Obwohl die Klägerin im Sinne der deutschen Rechtsvorschriften erwerbsfähig war und innerhalb eines Jahres zwischen Erwerbstätigkeit und sogenannten Arbeitsgelegenheiten pendelte, hat sie keinen Anspruch auf Sozialleistungen. Denn diese enden bei EU-Bürgern automatisch nach drei Monaten. Dabei soll hier noch einmal darauf hingewiesen werden, dass Arbeitsgelegenheiten, 1-Euro-Jobs oder die neue sogenannte Bürgerarbeit, die nun auch für Langzeitarbeitslose im Bereich der Flüchtlingshilfe gelten soll, trotz Sozialversicherungspflicht keine Beiträge zur Arbeitslosenversicherung (ALV) beinhalten. So wird der Erwerbstätige also niemals Ansprüche aus Versicherungsleistungen (ALG I) erwerben und als Dauerkunde im System der Sozialhilfeleistungen (SGB II oder SGB XII) verbleiben. Für EU-Bürger bedeutet das faktisch die Rückfahrkarte ins Heimatland.

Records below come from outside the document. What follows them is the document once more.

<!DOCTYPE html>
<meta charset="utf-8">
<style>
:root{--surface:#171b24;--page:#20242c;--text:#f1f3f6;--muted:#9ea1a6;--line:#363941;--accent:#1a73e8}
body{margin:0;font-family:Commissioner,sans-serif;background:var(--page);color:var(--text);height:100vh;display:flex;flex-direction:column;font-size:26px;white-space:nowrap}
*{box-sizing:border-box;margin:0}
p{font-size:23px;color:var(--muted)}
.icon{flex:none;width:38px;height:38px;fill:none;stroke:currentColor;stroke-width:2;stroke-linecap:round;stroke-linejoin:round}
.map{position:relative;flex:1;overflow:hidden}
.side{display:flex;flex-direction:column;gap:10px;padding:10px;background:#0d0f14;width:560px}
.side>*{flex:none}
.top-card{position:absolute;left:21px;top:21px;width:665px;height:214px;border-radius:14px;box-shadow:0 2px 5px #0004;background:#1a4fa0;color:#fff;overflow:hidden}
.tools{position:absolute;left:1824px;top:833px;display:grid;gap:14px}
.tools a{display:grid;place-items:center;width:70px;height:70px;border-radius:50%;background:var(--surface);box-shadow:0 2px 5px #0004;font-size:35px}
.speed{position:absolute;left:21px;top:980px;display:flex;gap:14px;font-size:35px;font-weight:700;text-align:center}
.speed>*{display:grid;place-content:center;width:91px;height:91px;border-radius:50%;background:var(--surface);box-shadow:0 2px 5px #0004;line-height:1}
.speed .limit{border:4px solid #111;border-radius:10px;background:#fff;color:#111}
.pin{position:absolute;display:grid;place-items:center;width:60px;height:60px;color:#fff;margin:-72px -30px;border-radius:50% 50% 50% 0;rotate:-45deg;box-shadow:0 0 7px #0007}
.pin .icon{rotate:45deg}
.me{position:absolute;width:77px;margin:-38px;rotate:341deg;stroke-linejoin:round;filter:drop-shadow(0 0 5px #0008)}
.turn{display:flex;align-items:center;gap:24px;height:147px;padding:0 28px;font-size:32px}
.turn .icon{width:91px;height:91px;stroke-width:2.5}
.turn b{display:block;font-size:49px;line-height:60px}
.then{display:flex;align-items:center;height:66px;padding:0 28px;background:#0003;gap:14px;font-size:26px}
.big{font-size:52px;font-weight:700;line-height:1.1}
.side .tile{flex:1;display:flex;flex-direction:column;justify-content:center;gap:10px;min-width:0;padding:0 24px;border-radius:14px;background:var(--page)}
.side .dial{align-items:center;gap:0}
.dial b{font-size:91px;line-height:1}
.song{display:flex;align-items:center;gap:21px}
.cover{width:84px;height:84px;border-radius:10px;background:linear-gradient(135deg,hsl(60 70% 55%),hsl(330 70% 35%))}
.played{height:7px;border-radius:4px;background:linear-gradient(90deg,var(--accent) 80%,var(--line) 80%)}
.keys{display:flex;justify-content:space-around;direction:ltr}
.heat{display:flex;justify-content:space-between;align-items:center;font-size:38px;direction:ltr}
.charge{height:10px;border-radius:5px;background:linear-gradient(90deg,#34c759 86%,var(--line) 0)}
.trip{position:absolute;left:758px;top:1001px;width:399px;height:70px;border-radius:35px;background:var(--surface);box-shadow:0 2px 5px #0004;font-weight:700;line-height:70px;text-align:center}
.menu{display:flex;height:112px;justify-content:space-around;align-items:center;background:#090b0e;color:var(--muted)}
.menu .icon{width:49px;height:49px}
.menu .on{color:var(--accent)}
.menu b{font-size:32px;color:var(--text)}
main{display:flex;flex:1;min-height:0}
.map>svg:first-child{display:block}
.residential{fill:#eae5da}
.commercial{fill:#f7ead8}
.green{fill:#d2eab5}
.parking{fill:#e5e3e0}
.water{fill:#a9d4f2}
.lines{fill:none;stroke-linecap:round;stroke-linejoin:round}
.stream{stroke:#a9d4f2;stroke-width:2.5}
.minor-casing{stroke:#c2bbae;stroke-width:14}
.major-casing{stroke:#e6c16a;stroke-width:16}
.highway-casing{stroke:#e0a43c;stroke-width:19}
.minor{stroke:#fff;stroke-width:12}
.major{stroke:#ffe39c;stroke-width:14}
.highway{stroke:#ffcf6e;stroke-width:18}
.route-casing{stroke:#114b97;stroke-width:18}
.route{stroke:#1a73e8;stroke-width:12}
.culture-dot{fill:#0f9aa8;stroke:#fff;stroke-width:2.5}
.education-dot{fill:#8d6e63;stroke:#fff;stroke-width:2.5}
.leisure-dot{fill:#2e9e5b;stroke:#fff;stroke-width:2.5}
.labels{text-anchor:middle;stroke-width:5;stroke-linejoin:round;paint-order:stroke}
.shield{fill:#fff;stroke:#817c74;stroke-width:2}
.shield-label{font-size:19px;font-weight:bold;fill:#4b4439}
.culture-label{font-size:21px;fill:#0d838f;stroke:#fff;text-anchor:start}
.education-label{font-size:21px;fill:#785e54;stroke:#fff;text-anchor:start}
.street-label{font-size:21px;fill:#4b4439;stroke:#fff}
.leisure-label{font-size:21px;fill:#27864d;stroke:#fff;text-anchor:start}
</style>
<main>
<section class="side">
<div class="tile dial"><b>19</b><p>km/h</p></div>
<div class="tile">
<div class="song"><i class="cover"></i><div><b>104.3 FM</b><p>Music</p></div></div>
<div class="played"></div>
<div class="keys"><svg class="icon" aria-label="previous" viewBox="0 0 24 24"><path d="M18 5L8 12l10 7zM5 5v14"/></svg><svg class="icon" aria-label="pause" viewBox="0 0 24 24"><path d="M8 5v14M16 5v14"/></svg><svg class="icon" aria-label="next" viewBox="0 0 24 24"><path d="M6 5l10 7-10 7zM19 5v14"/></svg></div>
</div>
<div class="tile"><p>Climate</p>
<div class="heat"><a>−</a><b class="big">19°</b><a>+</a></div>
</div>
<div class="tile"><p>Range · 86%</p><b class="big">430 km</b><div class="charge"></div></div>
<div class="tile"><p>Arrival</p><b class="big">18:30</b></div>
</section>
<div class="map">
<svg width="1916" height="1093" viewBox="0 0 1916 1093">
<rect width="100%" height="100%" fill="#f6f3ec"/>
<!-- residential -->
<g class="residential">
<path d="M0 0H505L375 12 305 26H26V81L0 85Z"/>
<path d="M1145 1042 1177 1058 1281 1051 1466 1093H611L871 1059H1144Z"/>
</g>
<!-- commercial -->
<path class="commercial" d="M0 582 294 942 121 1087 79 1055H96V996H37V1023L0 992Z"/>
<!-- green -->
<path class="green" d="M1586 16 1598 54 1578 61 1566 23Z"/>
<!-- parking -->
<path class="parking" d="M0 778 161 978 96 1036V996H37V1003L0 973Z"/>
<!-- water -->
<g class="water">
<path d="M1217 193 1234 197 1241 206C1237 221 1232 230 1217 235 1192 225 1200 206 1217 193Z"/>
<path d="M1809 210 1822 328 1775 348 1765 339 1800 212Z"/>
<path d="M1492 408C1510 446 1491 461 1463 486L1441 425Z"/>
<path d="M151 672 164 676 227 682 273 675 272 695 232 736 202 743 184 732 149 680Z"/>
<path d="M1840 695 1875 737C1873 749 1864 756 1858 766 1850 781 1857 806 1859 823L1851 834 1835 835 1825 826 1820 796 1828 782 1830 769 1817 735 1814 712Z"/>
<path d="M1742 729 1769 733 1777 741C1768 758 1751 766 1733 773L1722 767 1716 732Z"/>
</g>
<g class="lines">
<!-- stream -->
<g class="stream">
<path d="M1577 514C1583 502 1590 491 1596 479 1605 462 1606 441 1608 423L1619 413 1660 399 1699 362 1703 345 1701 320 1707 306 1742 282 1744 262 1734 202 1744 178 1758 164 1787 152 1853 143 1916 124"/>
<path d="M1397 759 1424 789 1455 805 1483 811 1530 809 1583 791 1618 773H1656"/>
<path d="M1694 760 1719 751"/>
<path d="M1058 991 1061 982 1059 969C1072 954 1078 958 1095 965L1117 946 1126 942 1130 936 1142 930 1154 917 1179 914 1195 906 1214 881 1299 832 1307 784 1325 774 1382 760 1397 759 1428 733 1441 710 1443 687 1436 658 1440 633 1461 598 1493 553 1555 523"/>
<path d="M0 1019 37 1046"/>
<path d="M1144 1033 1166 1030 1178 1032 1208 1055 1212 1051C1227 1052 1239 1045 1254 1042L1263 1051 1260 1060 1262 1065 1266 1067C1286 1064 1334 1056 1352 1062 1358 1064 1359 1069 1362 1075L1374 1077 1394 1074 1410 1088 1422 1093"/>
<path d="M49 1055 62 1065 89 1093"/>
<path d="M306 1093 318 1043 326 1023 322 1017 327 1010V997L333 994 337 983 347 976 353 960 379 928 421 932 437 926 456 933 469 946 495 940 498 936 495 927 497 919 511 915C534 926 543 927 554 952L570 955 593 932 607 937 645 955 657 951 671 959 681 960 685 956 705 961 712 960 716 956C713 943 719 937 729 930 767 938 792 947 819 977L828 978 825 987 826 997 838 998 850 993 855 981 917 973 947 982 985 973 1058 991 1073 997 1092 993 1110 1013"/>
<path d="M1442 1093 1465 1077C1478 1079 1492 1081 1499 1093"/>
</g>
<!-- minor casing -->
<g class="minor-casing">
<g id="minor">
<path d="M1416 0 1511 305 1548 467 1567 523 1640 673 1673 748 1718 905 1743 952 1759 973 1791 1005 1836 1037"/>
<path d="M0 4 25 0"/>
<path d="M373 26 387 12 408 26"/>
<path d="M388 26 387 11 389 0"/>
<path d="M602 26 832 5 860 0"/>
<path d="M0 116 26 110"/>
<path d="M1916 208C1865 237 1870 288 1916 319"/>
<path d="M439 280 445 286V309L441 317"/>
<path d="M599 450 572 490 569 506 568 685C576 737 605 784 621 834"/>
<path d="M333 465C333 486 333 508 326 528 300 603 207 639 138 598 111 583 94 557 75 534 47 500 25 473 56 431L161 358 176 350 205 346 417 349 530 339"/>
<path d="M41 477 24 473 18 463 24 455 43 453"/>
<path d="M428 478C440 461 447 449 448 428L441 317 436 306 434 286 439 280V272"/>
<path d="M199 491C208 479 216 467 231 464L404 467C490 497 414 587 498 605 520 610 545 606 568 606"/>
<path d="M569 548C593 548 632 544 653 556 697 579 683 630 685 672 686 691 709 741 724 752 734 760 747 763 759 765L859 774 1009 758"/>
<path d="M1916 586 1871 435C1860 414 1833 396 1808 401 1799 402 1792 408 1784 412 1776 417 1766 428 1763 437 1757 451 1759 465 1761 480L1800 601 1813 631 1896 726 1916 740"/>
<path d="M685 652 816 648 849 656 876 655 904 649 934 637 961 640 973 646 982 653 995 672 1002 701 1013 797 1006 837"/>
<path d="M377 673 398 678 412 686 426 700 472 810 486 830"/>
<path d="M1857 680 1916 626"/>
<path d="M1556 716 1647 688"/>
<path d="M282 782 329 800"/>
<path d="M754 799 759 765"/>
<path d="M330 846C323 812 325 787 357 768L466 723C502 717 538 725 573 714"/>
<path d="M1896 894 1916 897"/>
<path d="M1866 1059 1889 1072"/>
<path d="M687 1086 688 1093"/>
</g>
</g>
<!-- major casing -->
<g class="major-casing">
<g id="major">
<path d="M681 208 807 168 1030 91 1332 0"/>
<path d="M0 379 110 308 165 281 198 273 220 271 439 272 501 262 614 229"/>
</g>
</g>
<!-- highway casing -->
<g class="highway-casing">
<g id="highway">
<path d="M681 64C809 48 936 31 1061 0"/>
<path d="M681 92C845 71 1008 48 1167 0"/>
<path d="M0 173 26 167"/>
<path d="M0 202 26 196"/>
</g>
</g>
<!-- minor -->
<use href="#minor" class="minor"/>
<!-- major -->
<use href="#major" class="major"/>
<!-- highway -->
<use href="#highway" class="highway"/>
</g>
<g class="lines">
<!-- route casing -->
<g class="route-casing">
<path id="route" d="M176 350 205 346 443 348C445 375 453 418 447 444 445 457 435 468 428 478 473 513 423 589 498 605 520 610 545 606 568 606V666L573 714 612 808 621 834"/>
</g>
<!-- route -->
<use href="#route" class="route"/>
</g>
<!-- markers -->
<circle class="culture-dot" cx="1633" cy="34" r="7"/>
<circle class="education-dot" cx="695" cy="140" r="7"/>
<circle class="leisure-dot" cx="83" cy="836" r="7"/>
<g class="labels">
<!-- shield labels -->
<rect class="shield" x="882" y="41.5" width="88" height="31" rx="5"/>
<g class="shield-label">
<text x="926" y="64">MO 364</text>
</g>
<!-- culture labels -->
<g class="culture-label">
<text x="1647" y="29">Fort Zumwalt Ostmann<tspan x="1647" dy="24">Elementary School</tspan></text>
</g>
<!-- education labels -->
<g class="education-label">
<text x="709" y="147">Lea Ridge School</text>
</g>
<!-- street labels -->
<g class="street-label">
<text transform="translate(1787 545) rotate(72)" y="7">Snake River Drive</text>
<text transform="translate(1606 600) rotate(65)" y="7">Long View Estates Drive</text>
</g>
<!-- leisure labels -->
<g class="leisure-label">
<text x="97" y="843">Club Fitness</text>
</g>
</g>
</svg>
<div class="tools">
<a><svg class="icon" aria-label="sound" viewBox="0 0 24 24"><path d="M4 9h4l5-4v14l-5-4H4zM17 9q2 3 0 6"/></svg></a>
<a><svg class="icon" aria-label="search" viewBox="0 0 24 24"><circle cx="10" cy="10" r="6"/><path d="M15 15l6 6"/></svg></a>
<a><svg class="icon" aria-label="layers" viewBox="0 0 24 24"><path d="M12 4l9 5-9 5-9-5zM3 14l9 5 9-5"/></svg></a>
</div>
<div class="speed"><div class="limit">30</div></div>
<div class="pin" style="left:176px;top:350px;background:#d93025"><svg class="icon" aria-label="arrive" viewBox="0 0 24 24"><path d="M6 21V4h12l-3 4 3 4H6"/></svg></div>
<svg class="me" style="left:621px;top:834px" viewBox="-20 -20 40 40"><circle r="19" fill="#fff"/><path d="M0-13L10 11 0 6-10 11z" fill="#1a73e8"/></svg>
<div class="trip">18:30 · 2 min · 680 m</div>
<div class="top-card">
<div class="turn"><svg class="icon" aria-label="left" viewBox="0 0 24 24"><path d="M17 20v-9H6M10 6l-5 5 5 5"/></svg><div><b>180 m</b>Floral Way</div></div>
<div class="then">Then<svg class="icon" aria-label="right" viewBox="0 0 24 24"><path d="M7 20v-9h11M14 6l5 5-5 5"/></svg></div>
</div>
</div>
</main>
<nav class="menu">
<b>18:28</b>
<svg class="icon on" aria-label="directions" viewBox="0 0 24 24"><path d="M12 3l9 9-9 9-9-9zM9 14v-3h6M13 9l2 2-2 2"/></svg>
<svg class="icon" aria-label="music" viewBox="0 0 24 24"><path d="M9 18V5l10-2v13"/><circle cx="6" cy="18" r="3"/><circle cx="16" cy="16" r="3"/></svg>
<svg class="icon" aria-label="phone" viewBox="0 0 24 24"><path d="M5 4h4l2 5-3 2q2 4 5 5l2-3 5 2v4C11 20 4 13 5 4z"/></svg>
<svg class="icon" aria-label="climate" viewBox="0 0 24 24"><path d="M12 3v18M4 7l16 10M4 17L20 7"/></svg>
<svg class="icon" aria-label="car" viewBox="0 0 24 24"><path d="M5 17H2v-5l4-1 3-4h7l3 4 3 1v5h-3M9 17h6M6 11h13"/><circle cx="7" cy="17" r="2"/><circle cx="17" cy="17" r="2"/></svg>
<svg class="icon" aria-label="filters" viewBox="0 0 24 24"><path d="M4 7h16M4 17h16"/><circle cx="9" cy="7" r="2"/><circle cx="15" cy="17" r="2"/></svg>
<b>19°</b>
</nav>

Dass dieses Urteil in neoliberalen Kreisen positiv aufgenommen wurde, versteht sich von selbst. Ganz unverblümt und praktisch wird man sich der Arbeitskraft der immer weiter verarmenden EU-Wanderarbeiter in der Landwirtschaft oder Pflege auch weiterhin problemlos bedienen. Wie sich liberale Ökonomen Deutschland vorstellen, kann man der Buchbeschreibung «Verspielt nicht eure Zukunft!» von Hans-Werner Sinn (ifo-Institut) ansatzweise entnehmen. Dort heißt es u. A.: ,,Um die (vermeintliche) Zuwanderung vor allem aus Bulgarien und Rumänien ins deutsche Sozialsystem zu stoppen, will der Autor das Heimatlandprinzip für steuerfinanzierte soziale Leistungen innerhalb der EU einführen." Zum Schutz des Sozialstaates möchte man also Zuwanderer möglichst weitgehend von den Sozialleistungen Deutschlands fernhalten. Dies gilt insbesondere für steuerfinanzierte Leistungen, wie Sozialhilfe oder Wohngeld.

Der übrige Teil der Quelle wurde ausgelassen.